The Farage factor is really the fear of Farage factor. In the Tories’ case, you may suppose, given Labour’s lead in the opinion polls, or in the light of the Liberal Democrats’ stunning byelection victories in previously safe Tory seats, that the minds of most Conservative MPs are now fully concentrated on the very real threat to their seats from Keir Starmer and Ed Davey.

Not a bit of it. The threat that keeps many Tories awake at night is not from Starmer or Davey, but the one from Farage. It’s the threat, for which there are in fact only tantalising wisps of anything one would normally dignify as evidence, that Farage is about to return as leader of the Ukip and Brexit party successor, Reform UK, and campaign in the next general election on an anti-immigration platform that will reshape British politics.

If this looks a curious anxiety, consider the two parliamentary byelections in north-west England this month. In both City of Chester and Stretford and Urmston, Reform finished a distant fifth, well behind not just Labour (which held both seats) and the Conservatives, but the Lib Dems and the Greens. In Chester, Reform won 2.7% of the vote; in Stretford and Urmston, 3.5%. Since both seats are in the north-west, where the Farage threat is deemed to be high, these results may seem something of a corrective to the prevailing Tory fear. But you can forget that.

It may be tempting to treat this anxiety with a “more fools they” dismissal. But this fails to take account of the still febrile state of the Tory party at the end of the year of three prime ministers. It fails to take account of the fact that much of the Tory right at Westminster agrees with Farage. It fails to grasp, in particular, that much of the party as a whole feels particularly vulnerable, post-Brexit, to public anxiety about borders.

Above all it fails to see that large parts of the party do not regard Rishi Sunak as what he actually is – the Tory party’s best chance of minimising its losses against Starmer in 2024. Instead, these Conservatives see Sunak as a stopgap who, if he veers off their agenda, should be ousted in favour of a leader better able to defend the party’s right flank against Farage.

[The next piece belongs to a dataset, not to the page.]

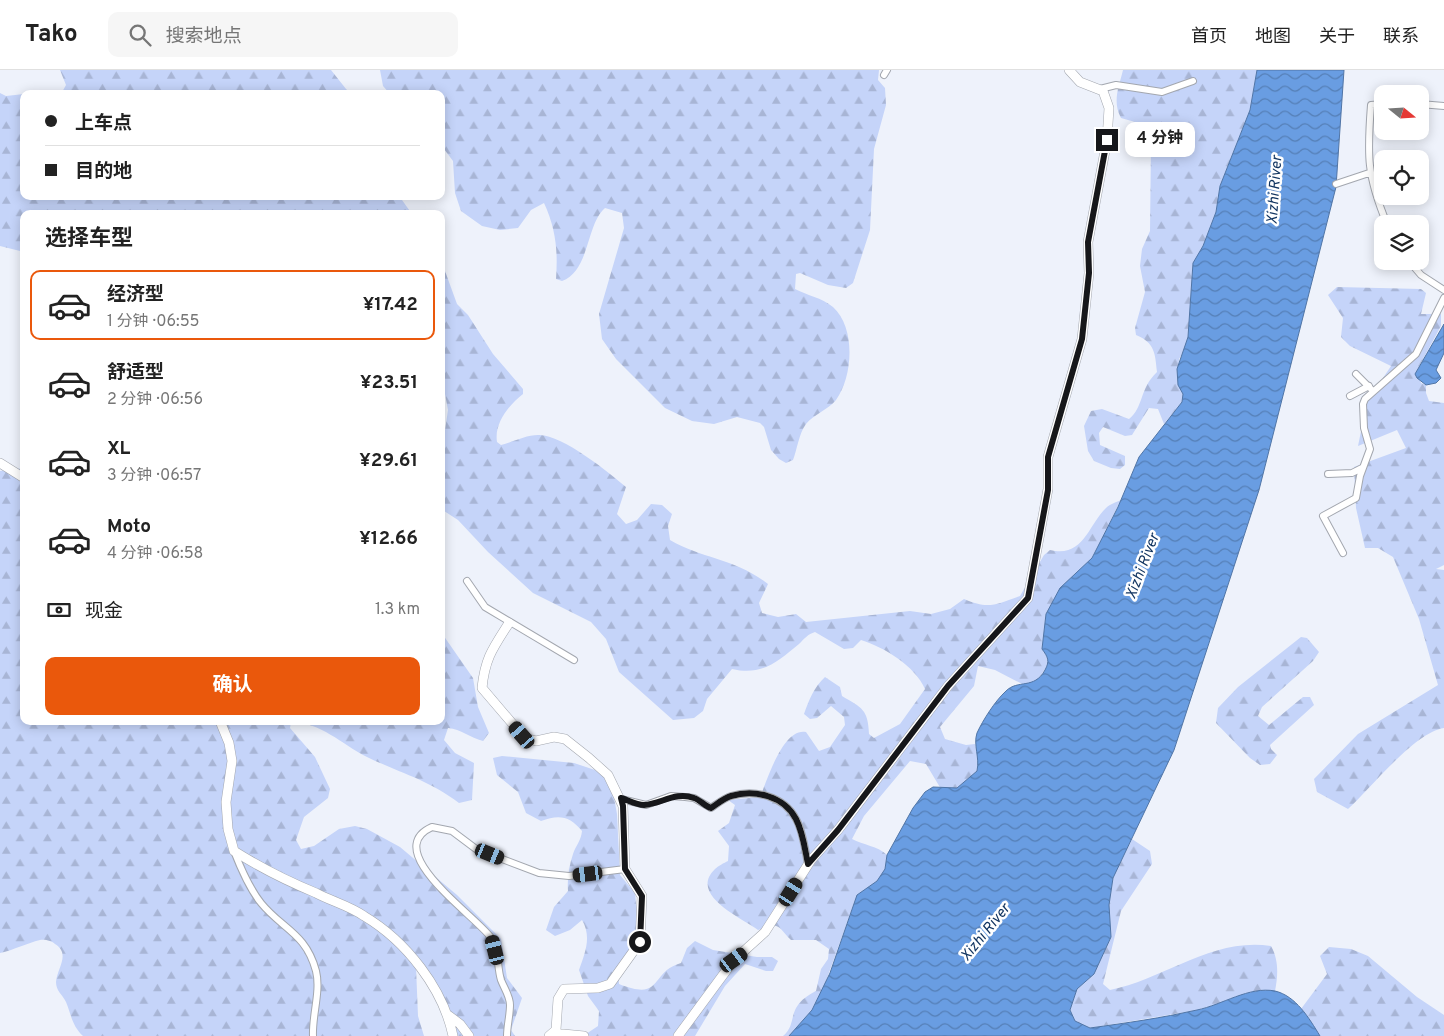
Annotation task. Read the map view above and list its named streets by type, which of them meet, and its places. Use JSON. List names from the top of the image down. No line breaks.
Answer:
{"water":["Xizhi River"],"north":"right","page":{"header":"Tako","search":"搜索地点","nav":["首页","地图","关于","联系"],"banner":["上车点","目的地"],"bubble":"4 分钟","heading":"选择车型","list":[{"name":"经济型","note":"1 分钟 · 06:55","value":"¥17.42"},{"name":"舒适型","note":"2 分钟 · 06:56","value":"¥23.51"},{"name":"XL","note":"3 分钟 · 06:57","value":"¥29.61"},{"name":"Moto","note":"4 分钟 · 06:58","value":"¥12.66"}],"pay":["现金","1.3 km"],"buttons":"确认"}}
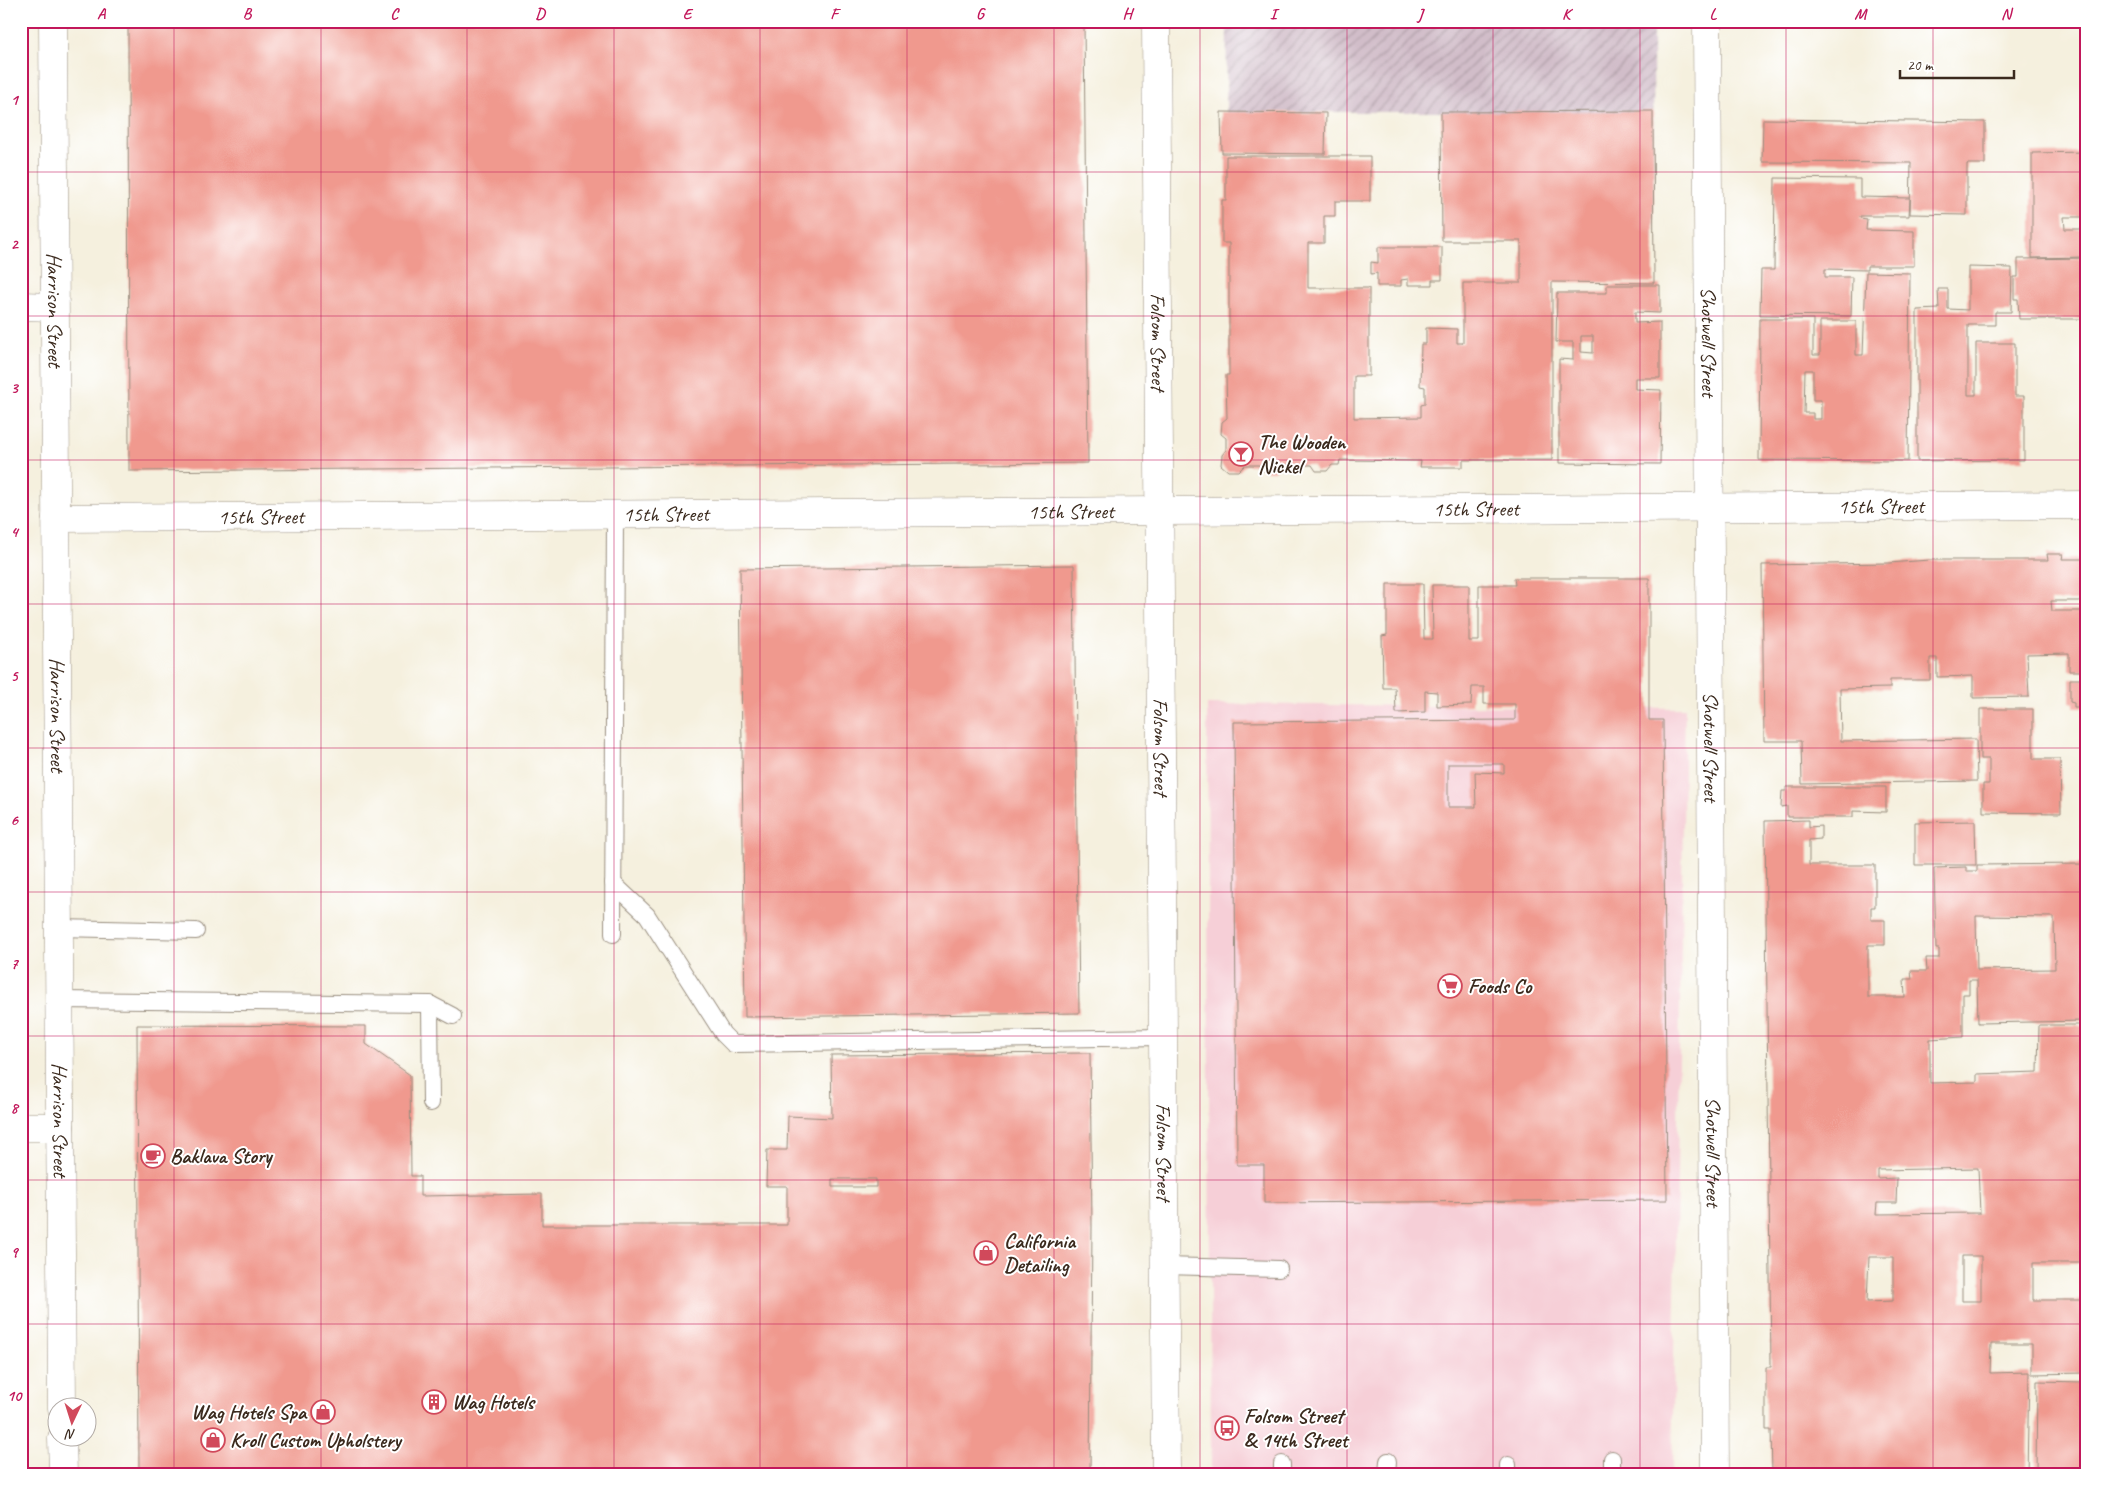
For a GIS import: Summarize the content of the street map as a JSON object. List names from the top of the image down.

Ask yourself at this point why Johnson, though accepting that he could not run again as leader when Liz Truss quit in October, is now once again putting himself about at Westminster and pledging to stay as an MP, and you may have a clue to what some MPs would like to happen next year.

Nowhere is the fear of Farage more clear or more potent than over immigration policy. Polls show that six out of 10 voters – and three-quarters of 2019 Tory voters – think Britain has lost control of its borders. Farage has greater backing to deal with this issue than either Sunak or Starmer. One in six 2019 Tory voters claim they would vote for Reform next time. Suella Braverman is attempting to position herself as the tribune of these Farage-fearing Tories. Sunak is not standing up to them.

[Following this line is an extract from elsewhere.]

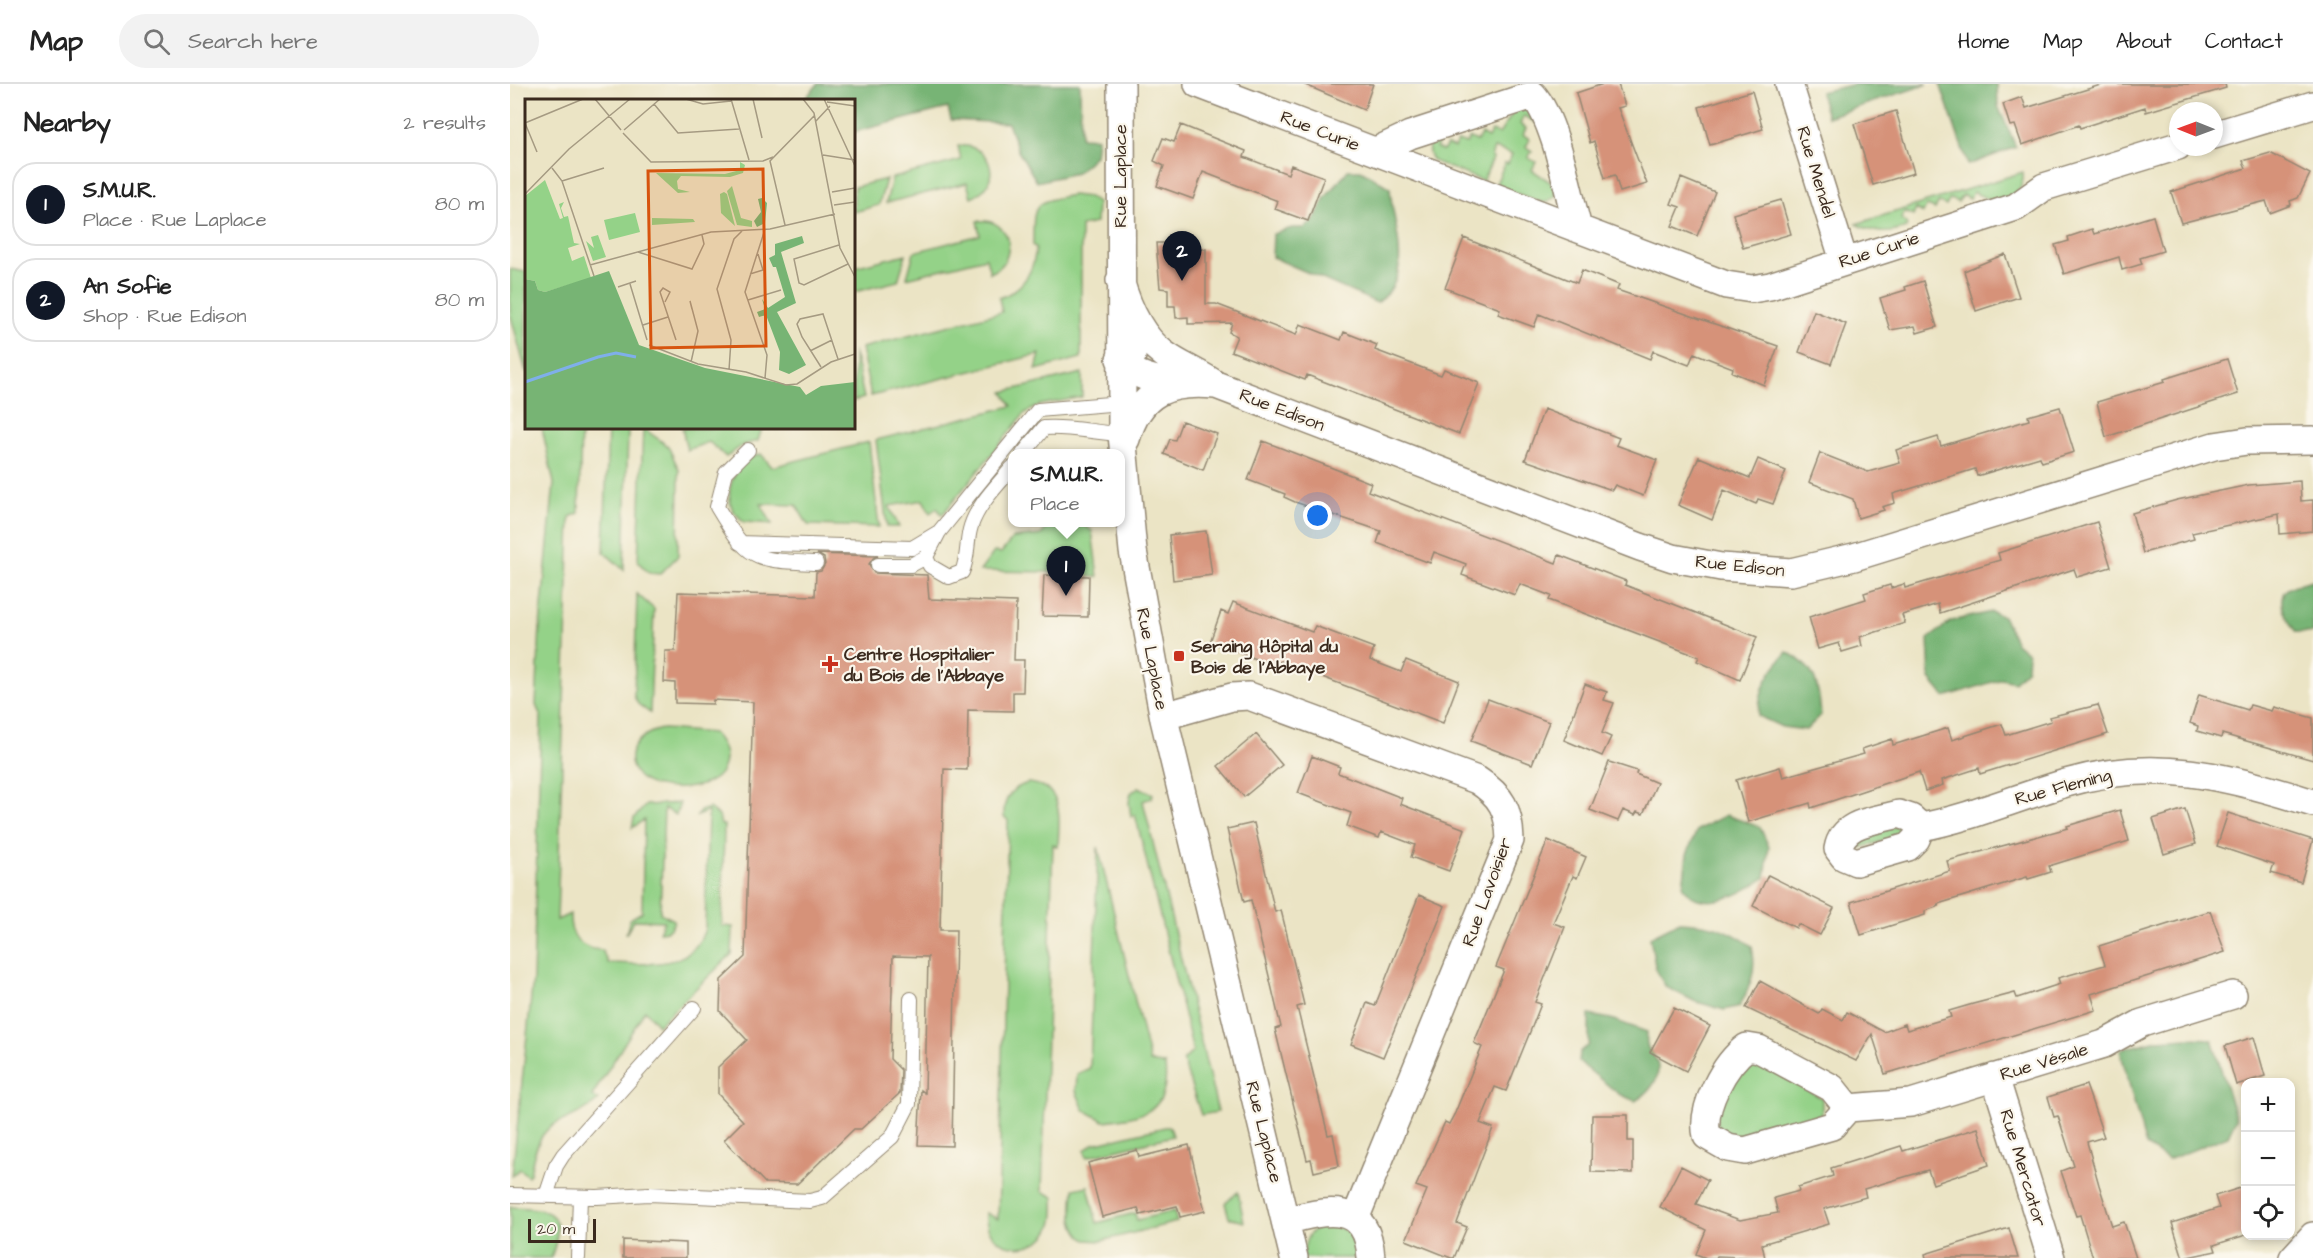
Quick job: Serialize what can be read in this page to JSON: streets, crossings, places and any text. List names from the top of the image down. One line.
{"streets":{"street":["Rue Curie","Rue Mendel","Rue Laplace","Rue Edison","Rue Fleming","Rue Lavoisier","Rue Vésale","Rue Mercator"]},"crossings":[["Rue Curie","Rue Mendel"],["Rue Laplace","Rue Edison"],["Rue Laplace","Rue Lavoisier"],["Rue Vésale","Rue Mercator"]],"places":{"transit":["Seraing Hôpital du Bois de l'Abbaye"],"health":["Centre Hospitalier du Bois de l'Abbaye"]},"scale_bar":"20 m","north":"left","page":{"header":"Map","search":"Search here","nav":["Home","Map","About","Contact"],"heading":["Nearby","2 results"],"list":[{"mark":"1","name":"S.M.U.R.","note":"Place · Rue Laplace","value":"80 m"},{"mark":"2","name":"An Sofie","note":"Shop · Rue Edison","value":"80 m"}],"pins":["2","1"],"popup":["S.M.U.R.","Place"],"map_buttons":["+","−"],"scale":"20 m"}}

The Duke of Wellington, later a Conservative prime minister, once said that the presence of Napoleon on the battlefield was worth 40,000 extra soldiers to the other side. In the duke’s party today, they think that about Farage. “He can move numbers, he can move polls, he can move people,” a Tory MP said last week. Well, maybe he can. Maybe he can’t. But in the Tory party it’s the thought that he can that matters right now.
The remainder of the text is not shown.